La domanda sorge spontanea (cit.!) come mai questa bella pellicola del regista premio Oscar (con “Mare dentro”) Alejandro Amenábar (autore fra gli altri di “Apri gli occhi”, “The Others” e “Agorà”) non ha trovato una bella distribuzione nel nostro Paese?

La risposta non può essere una sola, ma la prima che viene in mente è certamente legata al tema alquanto spinoso che affronta: il senso di colpa che può essere sfruttato per rendere succubi gli altri.

Amenàbar ci racconta i fatti – realmente accaduti nel 1990 in una cittadina agricola degli Stati Uniti – provocati dalla confessione di Angela (una sempre brava Emma Watson) una ragazza devota e assidua frequentatrice della locale chiesa cristiana, che afferma di essere vittima da anni di abusi legati a riti satanici ad opera della sua famiglia.

L’ombra di una setta satanica ramificata in ogni ambito sconvolge la comunità e al deciso e volenteroso detective Bruce Kenner (Ethan Hawke) viene affidato il compito di smantellarla. Ad assistere Kenner c’è il Professor Kenneth Raines, esperto di ipnosi regressiva che attraverso i suoi metodi avalla i racconti della ragazza…

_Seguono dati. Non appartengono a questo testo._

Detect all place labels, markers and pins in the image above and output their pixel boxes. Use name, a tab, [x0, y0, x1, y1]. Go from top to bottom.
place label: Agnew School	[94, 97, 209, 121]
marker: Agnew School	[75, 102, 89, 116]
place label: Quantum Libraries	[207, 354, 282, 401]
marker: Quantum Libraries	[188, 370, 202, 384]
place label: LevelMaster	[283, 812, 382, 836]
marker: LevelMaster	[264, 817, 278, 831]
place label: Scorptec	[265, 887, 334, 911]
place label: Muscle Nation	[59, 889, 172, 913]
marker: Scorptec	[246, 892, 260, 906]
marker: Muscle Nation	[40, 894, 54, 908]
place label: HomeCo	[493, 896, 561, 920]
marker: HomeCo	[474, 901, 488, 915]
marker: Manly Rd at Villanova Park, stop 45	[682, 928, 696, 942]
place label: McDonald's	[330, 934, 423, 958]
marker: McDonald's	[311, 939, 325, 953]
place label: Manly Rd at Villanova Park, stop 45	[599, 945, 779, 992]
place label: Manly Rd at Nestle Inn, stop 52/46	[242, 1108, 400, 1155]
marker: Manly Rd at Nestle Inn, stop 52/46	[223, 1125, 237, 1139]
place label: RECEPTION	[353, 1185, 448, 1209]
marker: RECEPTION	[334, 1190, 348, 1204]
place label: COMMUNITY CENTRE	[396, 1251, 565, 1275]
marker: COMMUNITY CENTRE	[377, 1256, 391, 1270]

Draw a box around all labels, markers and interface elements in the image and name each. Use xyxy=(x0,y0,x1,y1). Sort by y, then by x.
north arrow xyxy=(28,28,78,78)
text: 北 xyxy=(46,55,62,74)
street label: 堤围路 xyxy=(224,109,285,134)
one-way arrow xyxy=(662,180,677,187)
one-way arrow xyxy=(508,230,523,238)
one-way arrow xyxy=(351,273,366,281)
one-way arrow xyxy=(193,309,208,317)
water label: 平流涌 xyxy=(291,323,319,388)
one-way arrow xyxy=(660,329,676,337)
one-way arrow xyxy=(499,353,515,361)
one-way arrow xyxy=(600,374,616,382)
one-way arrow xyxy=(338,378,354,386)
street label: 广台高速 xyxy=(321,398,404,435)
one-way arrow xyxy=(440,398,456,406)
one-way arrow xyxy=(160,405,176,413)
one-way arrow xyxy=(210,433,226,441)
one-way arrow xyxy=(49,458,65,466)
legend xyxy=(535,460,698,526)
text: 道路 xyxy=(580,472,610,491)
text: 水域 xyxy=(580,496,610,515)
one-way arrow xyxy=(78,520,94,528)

Amenàbar, nato in Cile ma cresciuto in Spagna (patria della Santa Inquisizione), come noi italiani “confinanti” da sempre col Cuppolone, conosce bene i modi con cui una parte distorta e integralista di religiosi possa usare il senso di colpa per ghermire i fedeli.

Da vedere.

 

 

“Facciamola finita” di Evan Goldberg e Seth Rogen

(USA, 2013)

Qui parliamo di puro e dissacrante trash.

Alcuni dei giovani volti più famosi di Hollywood prestano il loro corpo e il loro vero nome a questa storia allucinante e strampalata, che però ha una comicità cattiva – e spesso pure becera – che possiede comunque il suo fascino (perverso).

Jay Baruchel (diventato famoso con la commedia “Lei è troppo per me” e per doppiare il protagonista delle serie “Dragon Trainer”) arriva a Los Angeles per passare un week-end col suo amico Seth Rogen. Dopo un’intera giornata passata davanti alla tv e a una console, Seth decide di portare l’amico a una festa a casa di James Franco. Jay vorrebbe rimanere a casa, ma alla fine accontenta sbuffando il suo ospite. La festa è piena di celebrità come Emma Watson, Michael Cera, James Franco, Craig Robinson e Jonah Hill, e già dopo poco tempo Jay vorrebbe andarsene …ma un evento incredibile interrompe la serata: nel negozio in cui sono andati Jay e Seth per comprare delle sigarette, irrompe dal cielo una celestiale luce azzurra che eleva e porta via fra le nubi alcuni presenti. Poi un terrificante terremoto scuote la Terra. I due tornano subito a casa di Franco e la trovano miracolosamente ancora in piedi. Fra il fuggi fuggi generale nell’abitazione rimangono, oltre al padrone di casa, Jay, Seth, Craig Robinson, Emma Watson, Jonah Hill e Danny McBride (che si è imbucato clandestinamente alla festa). Dopo i primi attimi di turbamento, al gruppo di superstiti non rimane altro che accettare il fatto che l’Apocalisse biblica è giunta…

Tratto dal cortometraggio “Jay and Seth vs. The Apocalypse” diretto qualche tempo prima da Jason Stone, “Facciamola finita”, scritto dagli stessi Goldberg e Rogen, è davvero un filmaccio irriverente con sprazzi di puro – e spesso ignorante – divertimento. La scena finale e’ puro trash, all’altezza della mitica “Smutander” di “Cattivissimo Me 2”.